What this task involves >> Repeat all the data word for word.

Dataset extract >>
=======

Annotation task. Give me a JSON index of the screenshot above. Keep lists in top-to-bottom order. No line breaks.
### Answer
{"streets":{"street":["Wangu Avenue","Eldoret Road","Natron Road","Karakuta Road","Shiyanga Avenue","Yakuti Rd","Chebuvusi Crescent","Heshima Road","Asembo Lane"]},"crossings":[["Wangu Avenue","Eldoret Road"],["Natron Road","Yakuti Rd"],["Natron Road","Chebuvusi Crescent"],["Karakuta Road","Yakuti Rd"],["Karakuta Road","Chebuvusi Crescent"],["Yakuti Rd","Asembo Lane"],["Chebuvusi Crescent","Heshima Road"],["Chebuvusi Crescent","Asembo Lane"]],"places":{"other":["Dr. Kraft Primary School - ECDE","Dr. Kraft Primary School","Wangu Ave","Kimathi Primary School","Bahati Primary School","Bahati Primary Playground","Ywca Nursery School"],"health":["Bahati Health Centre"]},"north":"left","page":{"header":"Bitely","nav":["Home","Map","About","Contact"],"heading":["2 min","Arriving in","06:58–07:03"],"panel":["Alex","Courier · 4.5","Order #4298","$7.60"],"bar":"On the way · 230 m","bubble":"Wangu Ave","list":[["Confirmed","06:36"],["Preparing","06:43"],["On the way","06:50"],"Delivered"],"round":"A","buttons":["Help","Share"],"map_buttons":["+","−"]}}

=======

Task output >>
Annotation task. Give me a JSON index of the screenshot above. Keep lists in top-to-bottom order. No line breaks.
### Answer
{"streets":{"street":["Wangu Avenue","Eldoret Road","Natron Road","Karakuta Road","Shiyanga Avenue","Yakuti Rd","Chebuvusi Crescent","Heshima Road","Asembo Lane"]},"crossings":[["Wangu Avenue","Eldoret Road"],["Natron Road","Yakuti Rd"],["Natron Road","Chebuvusi Crescent"],["Karakuta Road","Yakuti Rd"],["Karakuta Road","Chebuvusi Crescent"],["Yakuti Rd","Asembo Lane"],["Chebuvusi Crescent","Heshima Road"],["Chebuvusi Crescent","Asembo Lane"]],"places":{"other":["Dr. Kraft Primary School - ECDE","Dr. Kraft Primary School","Wangu Ave","Kimathi Primary School","Bahati Primary School","Bahati Primary Playground","Ywca Nursery School"],"health":["Bahati Health Centre"]},"north":"left","page":{"header":"Bitely","nav":["Home","Map","About","Contact"],"heading":["2 min","Arriving in","06:58–07:03"],"panel":["Alex","Courier · 4.5","Order #4298","$7.60"],"bar":"On the way · 230 m","bubble":"Wangu Ave","list":[["Confirmed","06:36"],["Preparing","06:43"],["On the way","06:50"],"Delivered"],"round":"A","buttons":["Help","Share"],"map_buttons":["+","−"]}}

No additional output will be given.